(Saved entries)
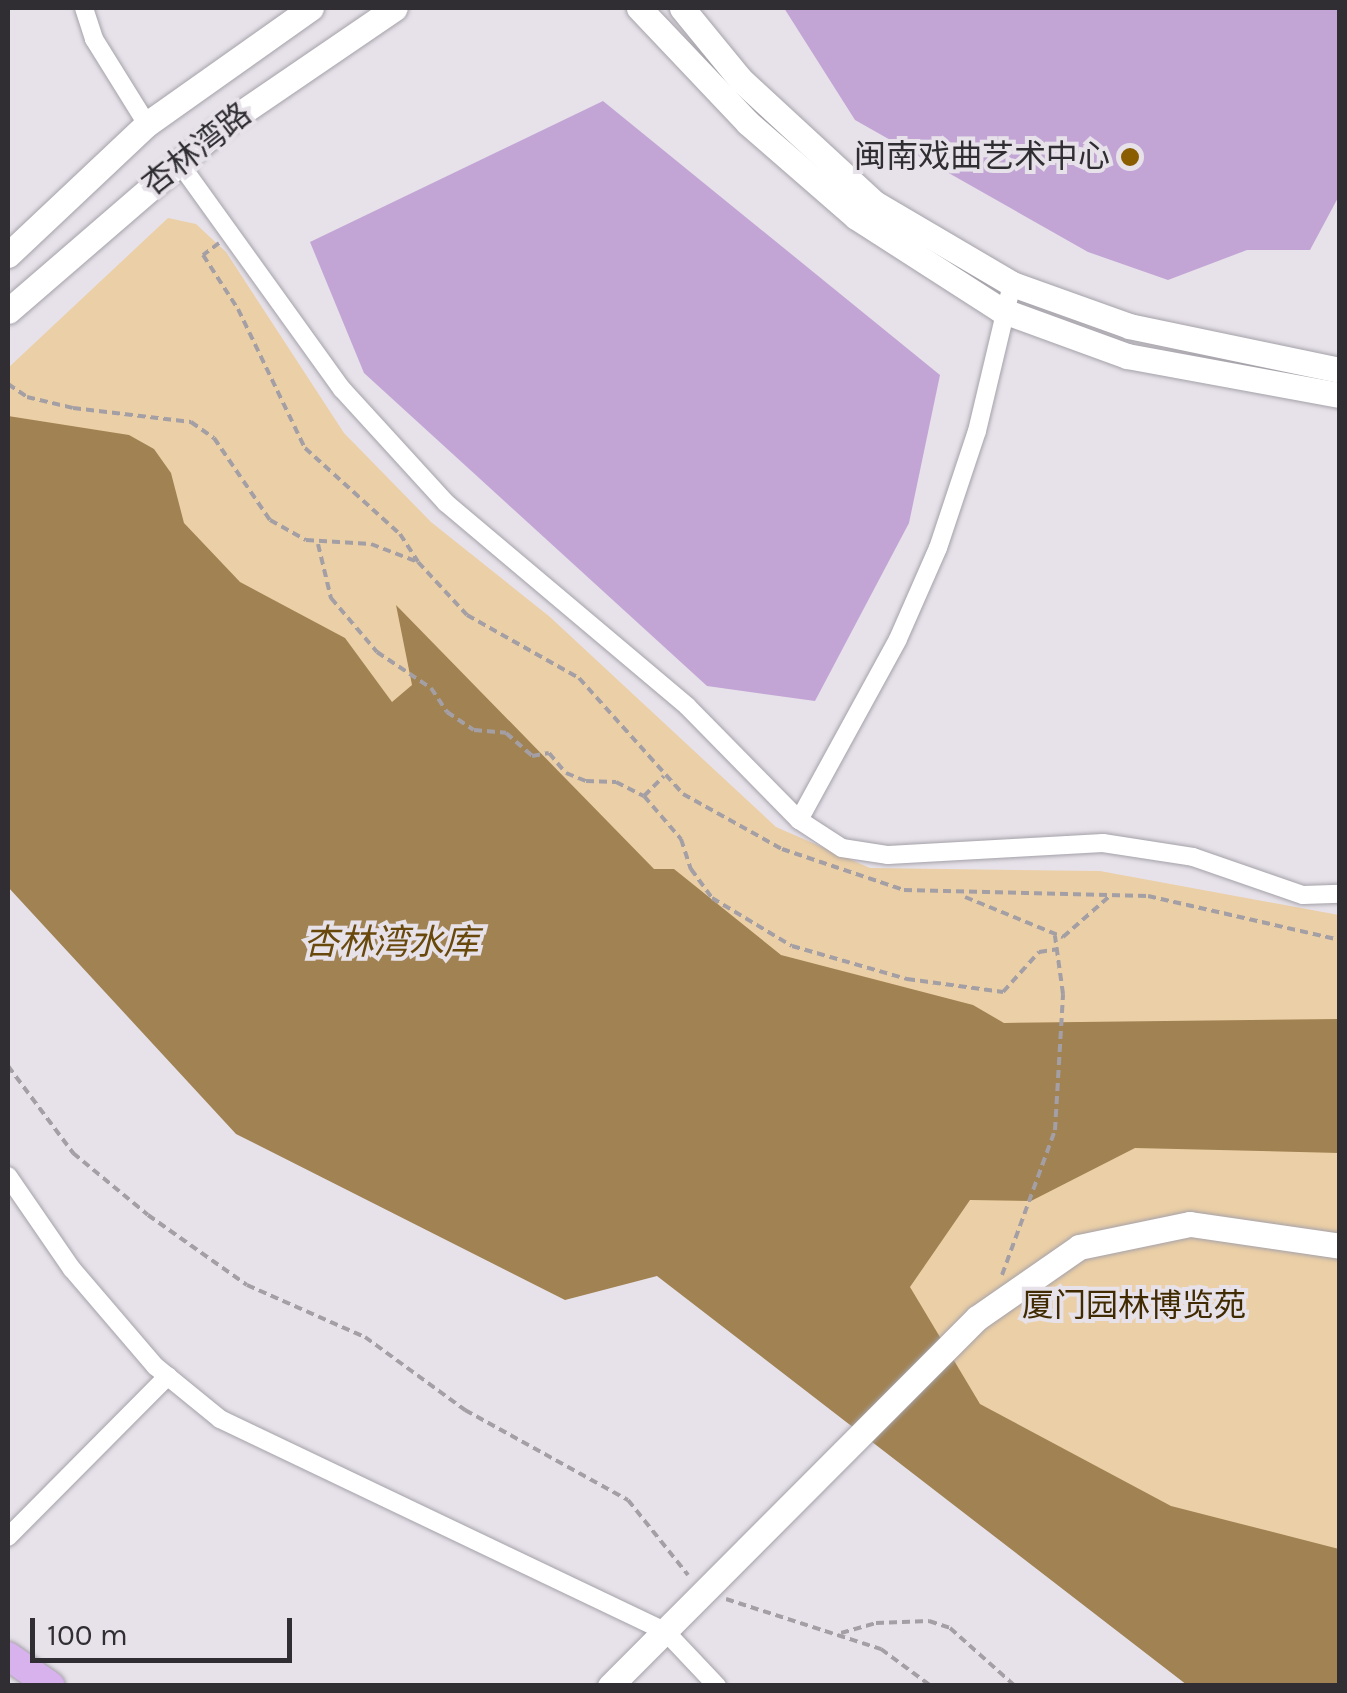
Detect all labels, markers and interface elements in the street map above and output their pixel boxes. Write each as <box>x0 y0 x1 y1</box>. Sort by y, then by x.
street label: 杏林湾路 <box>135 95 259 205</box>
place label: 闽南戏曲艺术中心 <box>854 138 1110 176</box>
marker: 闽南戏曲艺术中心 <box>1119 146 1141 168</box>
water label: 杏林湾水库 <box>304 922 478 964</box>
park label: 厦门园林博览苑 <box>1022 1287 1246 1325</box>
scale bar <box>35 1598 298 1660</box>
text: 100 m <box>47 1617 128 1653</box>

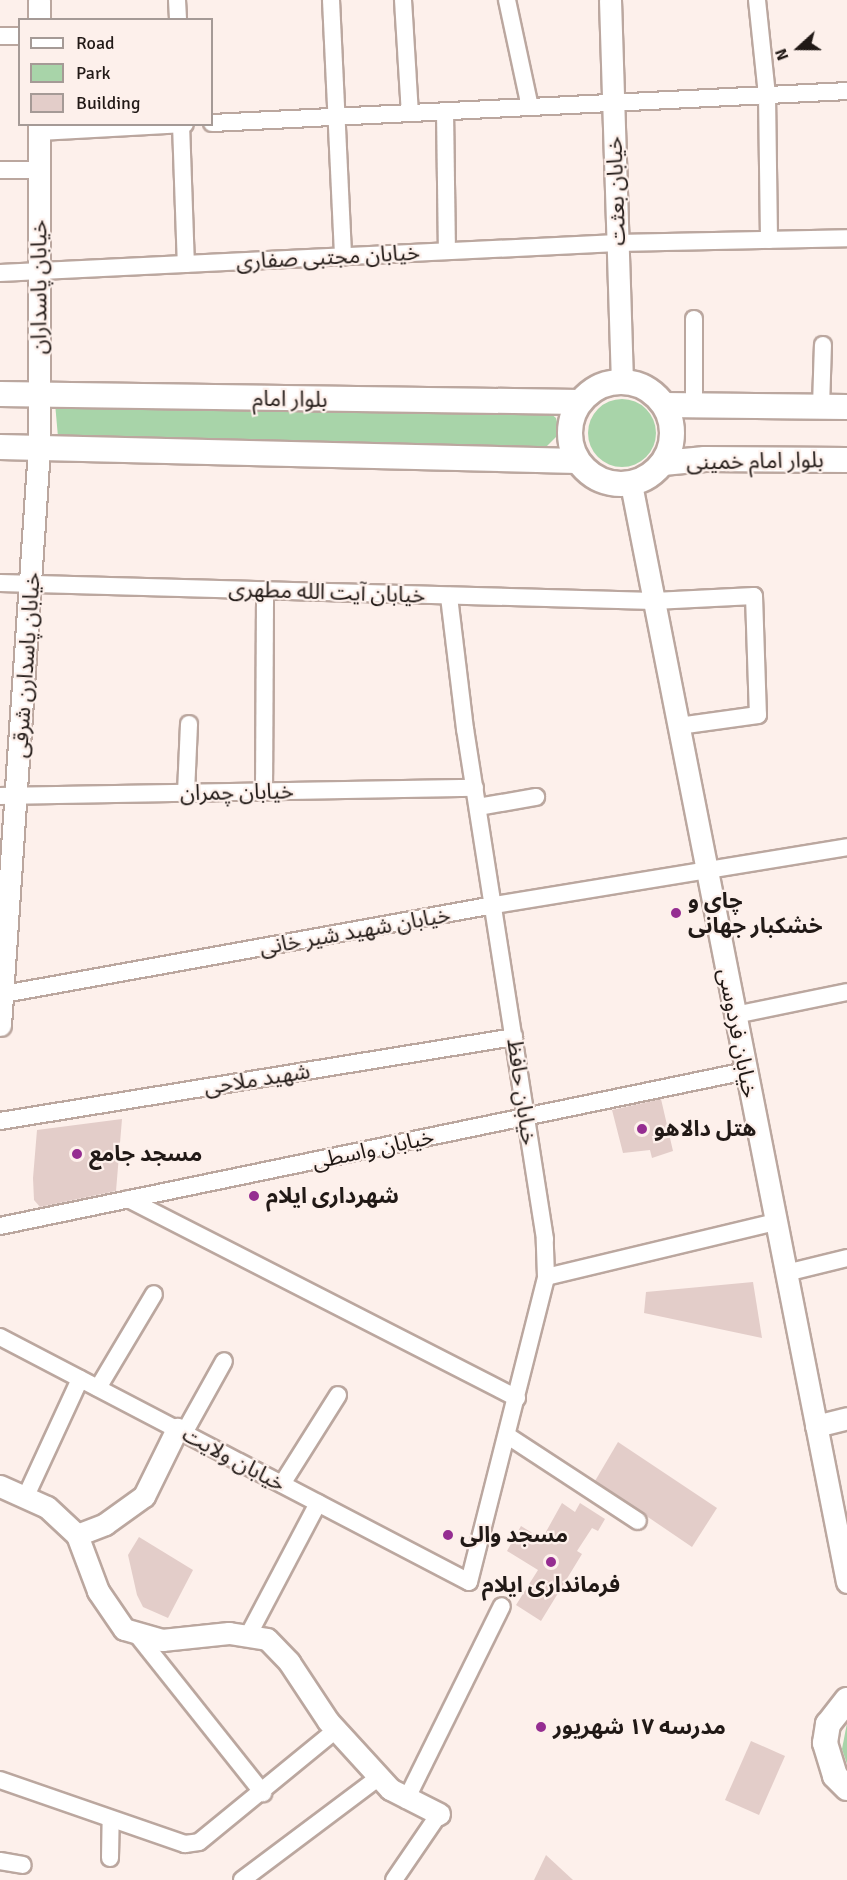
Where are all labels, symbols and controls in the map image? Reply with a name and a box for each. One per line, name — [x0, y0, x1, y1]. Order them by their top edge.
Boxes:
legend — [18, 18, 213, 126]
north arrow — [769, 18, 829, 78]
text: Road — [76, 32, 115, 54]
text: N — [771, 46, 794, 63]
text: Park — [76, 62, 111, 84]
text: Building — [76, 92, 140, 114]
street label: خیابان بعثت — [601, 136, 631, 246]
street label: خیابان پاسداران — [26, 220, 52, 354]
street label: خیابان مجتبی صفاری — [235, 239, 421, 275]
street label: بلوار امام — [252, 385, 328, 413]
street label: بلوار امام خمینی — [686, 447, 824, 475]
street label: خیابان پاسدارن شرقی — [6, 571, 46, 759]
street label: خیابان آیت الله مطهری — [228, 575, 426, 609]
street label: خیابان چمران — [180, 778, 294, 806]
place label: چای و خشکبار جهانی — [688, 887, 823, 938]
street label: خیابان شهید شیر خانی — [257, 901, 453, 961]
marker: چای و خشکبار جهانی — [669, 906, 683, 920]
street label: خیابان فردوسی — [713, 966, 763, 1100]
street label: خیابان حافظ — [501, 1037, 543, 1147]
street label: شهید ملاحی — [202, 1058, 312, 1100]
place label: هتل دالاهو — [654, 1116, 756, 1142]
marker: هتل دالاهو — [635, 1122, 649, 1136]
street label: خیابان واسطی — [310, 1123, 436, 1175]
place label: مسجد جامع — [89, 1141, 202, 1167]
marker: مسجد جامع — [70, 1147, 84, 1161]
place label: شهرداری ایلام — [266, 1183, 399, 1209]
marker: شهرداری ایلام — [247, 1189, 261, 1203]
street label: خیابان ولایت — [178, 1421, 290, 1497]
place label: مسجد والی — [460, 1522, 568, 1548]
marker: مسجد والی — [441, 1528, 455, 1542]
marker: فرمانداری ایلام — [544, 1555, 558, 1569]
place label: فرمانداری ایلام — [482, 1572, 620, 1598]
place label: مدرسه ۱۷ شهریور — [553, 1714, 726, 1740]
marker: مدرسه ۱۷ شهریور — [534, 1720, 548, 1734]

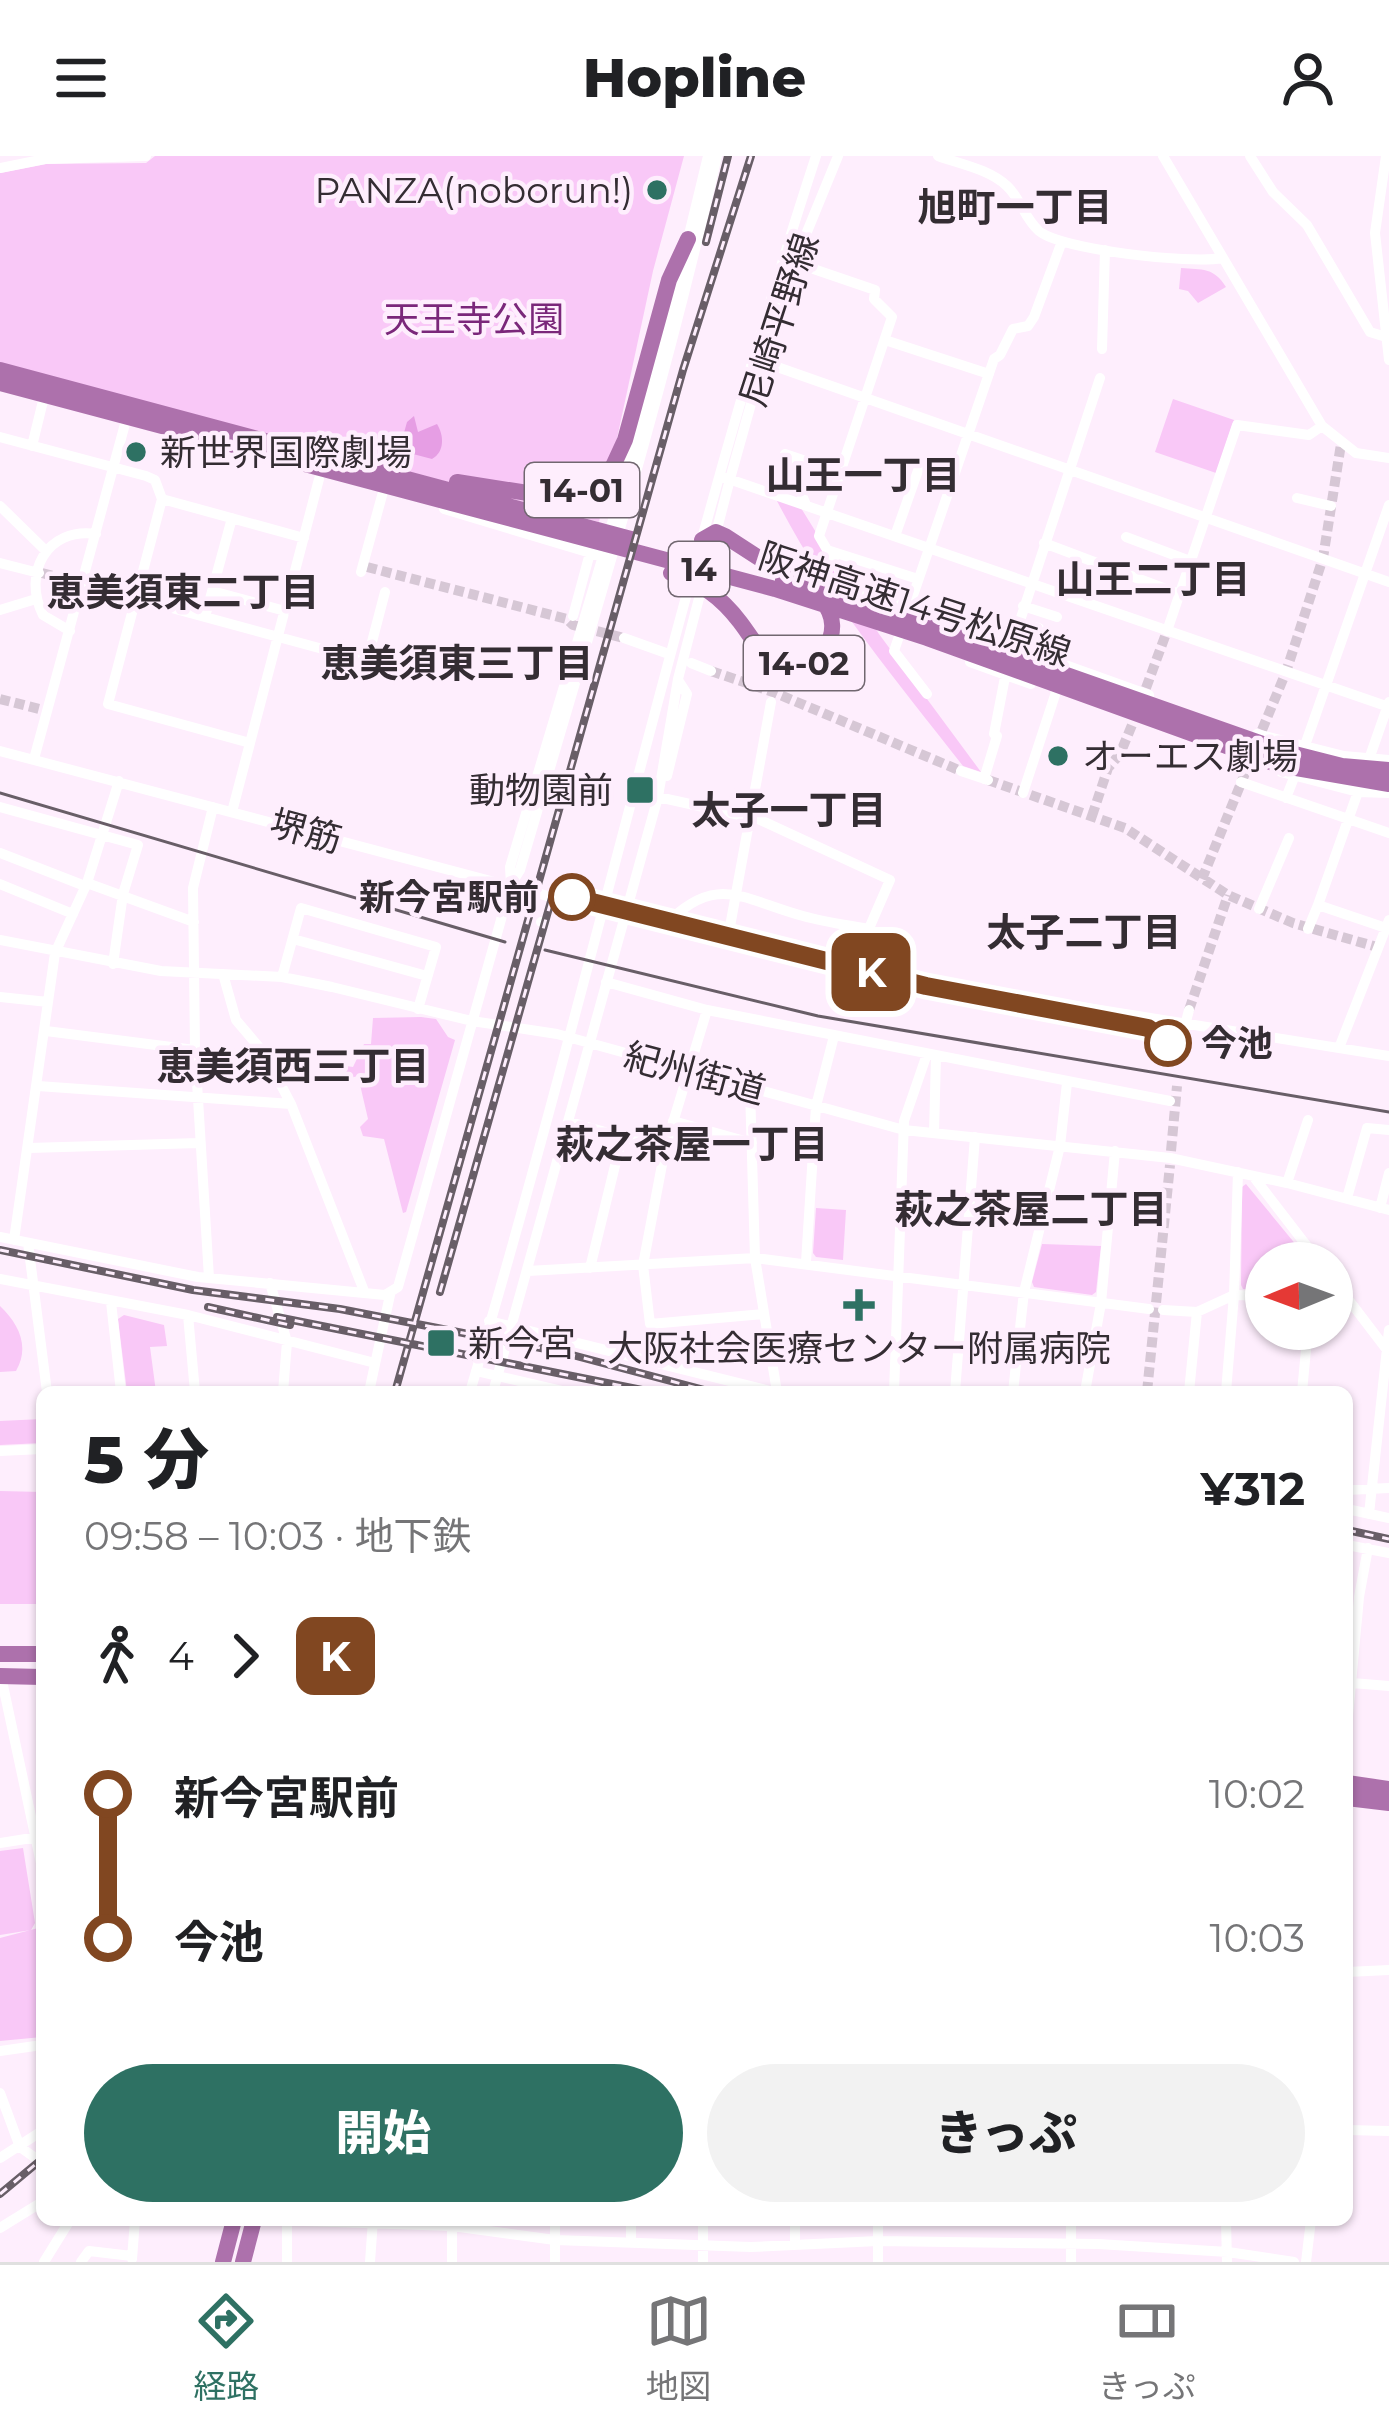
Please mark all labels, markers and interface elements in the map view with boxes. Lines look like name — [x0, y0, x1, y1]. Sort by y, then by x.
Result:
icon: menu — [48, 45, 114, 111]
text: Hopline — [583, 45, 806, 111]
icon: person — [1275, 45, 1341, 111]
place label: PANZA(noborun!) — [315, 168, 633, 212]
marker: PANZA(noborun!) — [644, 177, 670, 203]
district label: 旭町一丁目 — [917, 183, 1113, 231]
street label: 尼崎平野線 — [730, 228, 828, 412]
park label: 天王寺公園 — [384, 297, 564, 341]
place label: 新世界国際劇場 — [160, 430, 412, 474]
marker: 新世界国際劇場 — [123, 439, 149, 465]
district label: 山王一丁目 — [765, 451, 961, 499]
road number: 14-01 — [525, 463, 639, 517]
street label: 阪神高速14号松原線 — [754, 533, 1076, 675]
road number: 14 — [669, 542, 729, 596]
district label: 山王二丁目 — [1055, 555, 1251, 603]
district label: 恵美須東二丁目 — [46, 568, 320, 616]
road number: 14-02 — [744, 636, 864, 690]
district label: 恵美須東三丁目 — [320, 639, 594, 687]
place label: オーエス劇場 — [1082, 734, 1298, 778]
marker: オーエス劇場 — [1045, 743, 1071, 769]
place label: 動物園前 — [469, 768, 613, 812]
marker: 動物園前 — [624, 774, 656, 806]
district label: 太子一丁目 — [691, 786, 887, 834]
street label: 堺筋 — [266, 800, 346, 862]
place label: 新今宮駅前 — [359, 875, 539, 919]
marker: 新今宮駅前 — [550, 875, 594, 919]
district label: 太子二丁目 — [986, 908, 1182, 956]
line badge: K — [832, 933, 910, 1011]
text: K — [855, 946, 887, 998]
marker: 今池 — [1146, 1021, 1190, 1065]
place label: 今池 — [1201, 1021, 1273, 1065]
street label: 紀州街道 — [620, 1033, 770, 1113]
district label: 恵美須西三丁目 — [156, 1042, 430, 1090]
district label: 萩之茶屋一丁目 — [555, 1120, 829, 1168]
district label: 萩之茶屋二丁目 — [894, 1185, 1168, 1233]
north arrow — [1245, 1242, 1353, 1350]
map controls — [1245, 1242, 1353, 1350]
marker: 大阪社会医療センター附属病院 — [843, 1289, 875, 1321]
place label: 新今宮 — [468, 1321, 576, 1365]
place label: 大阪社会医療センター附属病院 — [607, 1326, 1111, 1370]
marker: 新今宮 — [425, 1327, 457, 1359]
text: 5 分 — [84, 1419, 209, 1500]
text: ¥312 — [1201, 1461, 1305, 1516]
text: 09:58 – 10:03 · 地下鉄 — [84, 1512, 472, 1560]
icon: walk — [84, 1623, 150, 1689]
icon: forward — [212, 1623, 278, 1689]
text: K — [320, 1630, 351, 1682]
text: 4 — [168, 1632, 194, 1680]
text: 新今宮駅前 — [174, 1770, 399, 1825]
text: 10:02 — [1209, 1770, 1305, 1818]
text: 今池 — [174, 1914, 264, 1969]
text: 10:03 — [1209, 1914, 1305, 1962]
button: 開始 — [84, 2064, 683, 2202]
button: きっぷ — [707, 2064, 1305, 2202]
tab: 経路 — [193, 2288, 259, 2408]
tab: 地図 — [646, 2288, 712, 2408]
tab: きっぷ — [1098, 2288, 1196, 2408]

### AIM OF THE EXERCISE
If a line in the records above contains the word "動物園前", copy it.

### EXERCISE OUTPUT
place label: 動物園前 — [469, 768, 613, 812]
marker: 動物園前 — [624, 774, 656, 806]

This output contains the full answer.